Ludwig Bemelmans, Austro-American essayist, humorist, novelist, artist, and author of books for children, was born in Meran, in the Tyrol, in territory that was then Austrian and is now Italian. When he was eight his parents divorced (his father had been a painter of somewhat irregular habits) and his mother took him to live with her family in Regensburg, Germany. A rebellious child, he was enrolled in various schools and private academies and failed at most of them. Not knowing what else to do with him, his family apprenticed him in 1912 to an uncle who owned a number of hotels in the Tyrol. For the next two years he worked at, and was dismissed from, most of these establishments. After supposedly shooting and almost killing a waiter he was given a choice: reform school or emigration to America.
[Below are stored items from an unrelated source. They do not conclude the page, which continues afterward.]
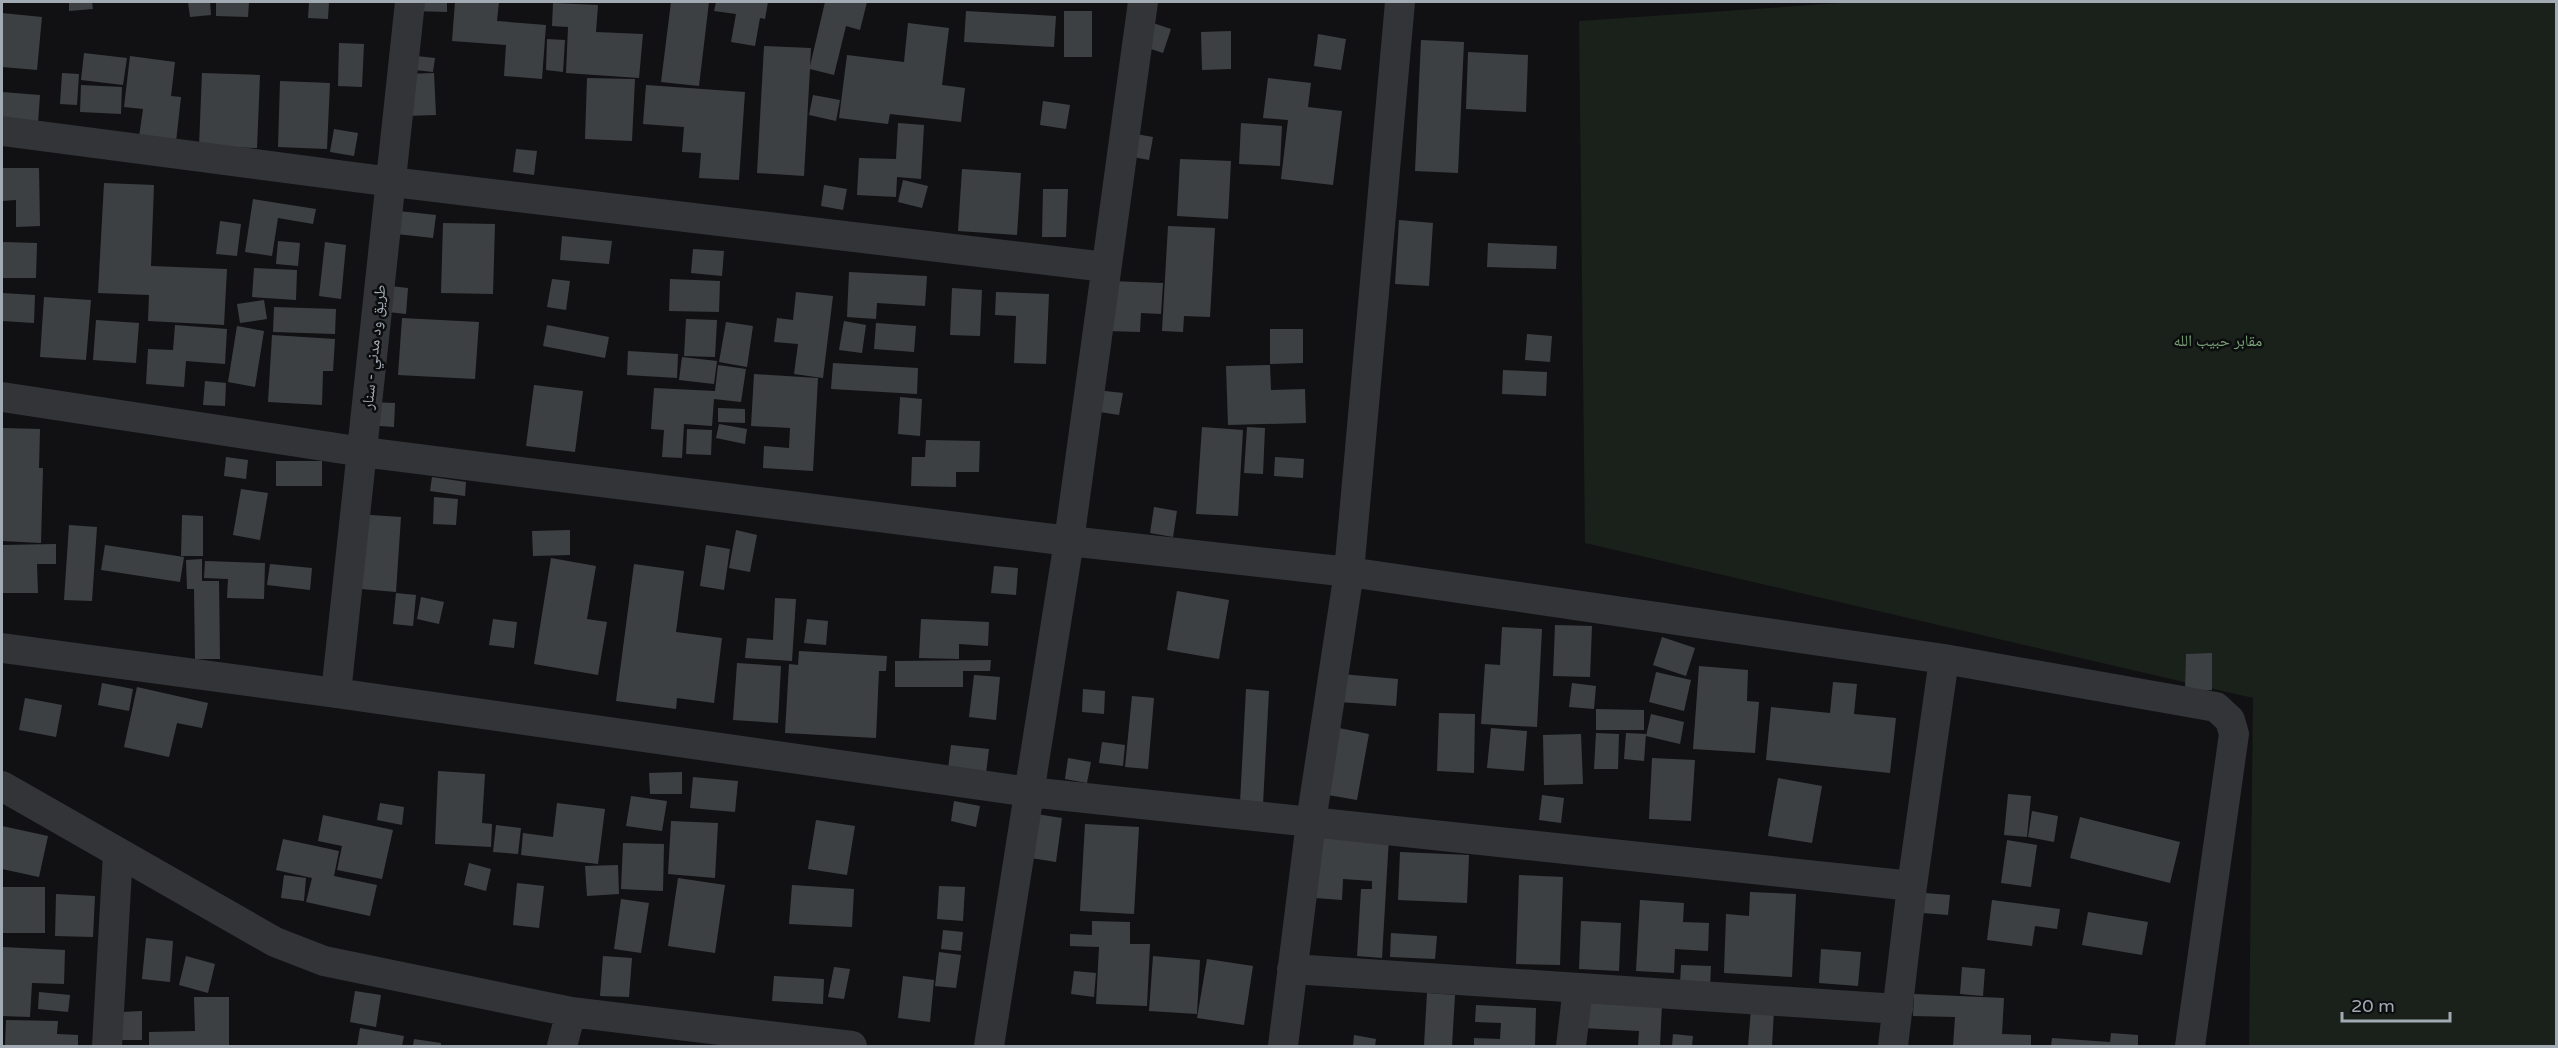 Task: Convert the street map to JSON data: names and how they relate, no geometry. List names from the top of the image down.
{
  "streets": {
    "street": ["طريق ود مدني - سنار"]
  },
  "parks": ["مقابر حبيب الله"],
  "scale_bar": "20 m"
}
He chose the latter and in 1914 arrived in New York with letters of introduction to managers of several large hotels. He enlisted in the army in 1917, but returned to the hotel and restaurant business in New York the following year. Eventually he opened his own restaurant and it was only in 1934 that he turned to writing. A friend in publishing noticed the whimsical paintings with which he covered the walls of his apartment and urged him to undertake a children's book.
Hansi, the first of Bemelmans' fifteen books for children, beguiled most reviewers with its simple watercolor illustrations and nostalgic story of two children and their dog in the Austrian Tyrol. His greatest success, however, was Madeline, a rhymed picture book about a Parisian schoolgirl. Indeed, the Madeline books, of which there were five, remain the work that Bemelmans is primarily remembered for. The inspired amateurishness of the illustrations and the sophisticated doggerel verses have been an influence on later juvenile literature.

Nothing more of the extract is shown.